(Data listing begins)

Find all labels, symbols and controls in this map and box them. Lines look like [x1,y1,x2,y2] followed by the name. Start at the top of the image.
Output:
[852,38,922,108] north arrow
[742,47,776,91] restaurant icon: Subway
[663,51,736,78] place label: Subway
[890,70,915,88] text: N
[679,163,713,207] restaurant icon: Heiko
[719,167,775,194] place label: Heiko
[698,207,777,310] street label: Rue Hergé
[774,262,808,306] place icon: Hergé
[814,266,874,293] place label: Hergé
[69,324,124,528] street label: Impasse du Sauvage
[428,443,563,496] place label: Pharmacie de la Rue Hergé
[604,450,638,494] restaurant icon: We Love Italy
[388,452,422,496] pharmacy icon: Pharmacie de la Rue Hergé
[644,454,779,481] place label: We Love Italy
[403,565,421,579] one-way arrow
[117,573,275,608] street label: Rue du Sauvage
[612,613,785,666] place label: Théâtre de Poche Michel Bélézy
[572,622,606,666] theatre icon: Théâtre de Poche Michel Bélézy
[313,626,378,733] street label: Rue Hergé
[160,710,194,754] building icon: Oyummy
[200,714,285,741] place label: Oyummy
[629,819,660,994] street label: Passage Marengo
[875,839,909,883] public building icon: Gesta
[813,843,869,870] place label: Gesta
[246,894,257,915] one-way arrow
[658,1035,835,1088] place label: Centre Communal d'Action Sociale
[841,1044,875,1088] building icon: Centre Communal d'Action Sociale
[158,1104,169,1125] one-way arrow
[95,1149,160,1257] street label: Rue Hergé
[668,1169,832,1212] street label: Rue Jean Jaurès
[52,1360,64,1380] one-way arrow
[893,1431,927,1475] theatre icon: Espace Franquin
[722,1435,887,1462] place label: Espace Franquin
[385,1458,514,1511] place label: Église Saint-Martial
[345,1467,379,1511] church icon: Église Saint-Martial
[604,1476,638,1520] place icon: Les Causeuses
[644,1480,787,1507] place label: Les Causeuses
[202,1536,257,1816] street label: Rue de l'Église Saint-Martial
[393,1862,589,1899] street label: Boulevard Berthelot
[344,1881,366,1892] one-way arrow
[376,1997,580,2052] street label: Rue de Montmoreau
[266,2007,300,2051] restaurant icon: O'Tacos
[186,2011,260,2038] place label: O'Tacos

(Data listing ends)

**Task to carry out:** All entries shown above should be printed again exactly.

**Answer for the task:**
Find all labels, symbols and controls in this map and box them. Lines look like [x1,y1,x2,y2] followed by the name. Start at the top of the image.
Output:
[852,38,922,108] north arrow
[742,47,776,91] restaurant icon: Subway
[663,51,736,78] place label: Subway
[890,70,915,88] text: N
[679,163,713,207] restaurant icon: Heiko
[719,167,775,194] place label: Heiko
[698,207,777,310] street label: Rue Hergé
[774,262,808,306] place icon: Hergé
[814,266,874,293] place label: Hergé
[69,324,124,528] street label: Impasse du Sauvage
[428,443,563,496] place label: Pharmacie de la Rue Hergé
[604,450,638,494] restaurant icon: We Love Italy
[388,452,422,496] pharmacy icon: Pharmacie de la Rue Hergé
[644,454,779,481] place label: We Love Italy
[403,565,421,579] one-way arrow
[117,573,275,608] street label: Rue du Sauvage
[612,613,785,666] place label: Théâtre de Poche Michel Bélézy
[572,622,606,666] theatre icon: Théâtre de Poche Michel Bélézy
[313,626,378,733] street label: Rue Hergé
[160,710,194,754] building icon: Oyummy
[200,714,285,741] place label: Oyummy
[629,819,660,994] street label: Passage Marengo
[875,839,909,883] public building icon: Gesta
[813,843,869,870] place label: Gesta
[246,894,257,915] one-way arrow
[658,1035,835,1088] place label: Centre Communal d'Action Sociale
[841,1044,875,1088] building icon: Centre Communal d'Action Sociale
[158,1104,169,1125] one-way arrow
[95,1149,160,1257] street label: Rue Hergé
[668,1169,832,1212] street label: Rue Jean Jaurès
[52,1360,64,1380] one-way arrow
[893,1431,927,1475] theatre icon: Espace Franquin
[722,1435,887,1462] place label: Espace Franquin
[385,1458,514,1511] place label: Église Saint-Martial
[345,1467,379,1511] church icon: Église Saint-Martial
[604,1476,638,1520] place icon: Les Causeuses
[644,1480,787,1507] place label: Les Causeuses
[202,1536,257,1816] street label: Rue de l'Église Saint-Martial
[393,1862,589,1899] street label: Boulevard Berthelot
[344,1881,366,1892] one-way arrow
[376,1997,580,2052] street label: Rue de Montmoreau
[266,2007,300,2051] restaurant icon: O'Tacos
[186,2011,260,2038] place label: O'Tacos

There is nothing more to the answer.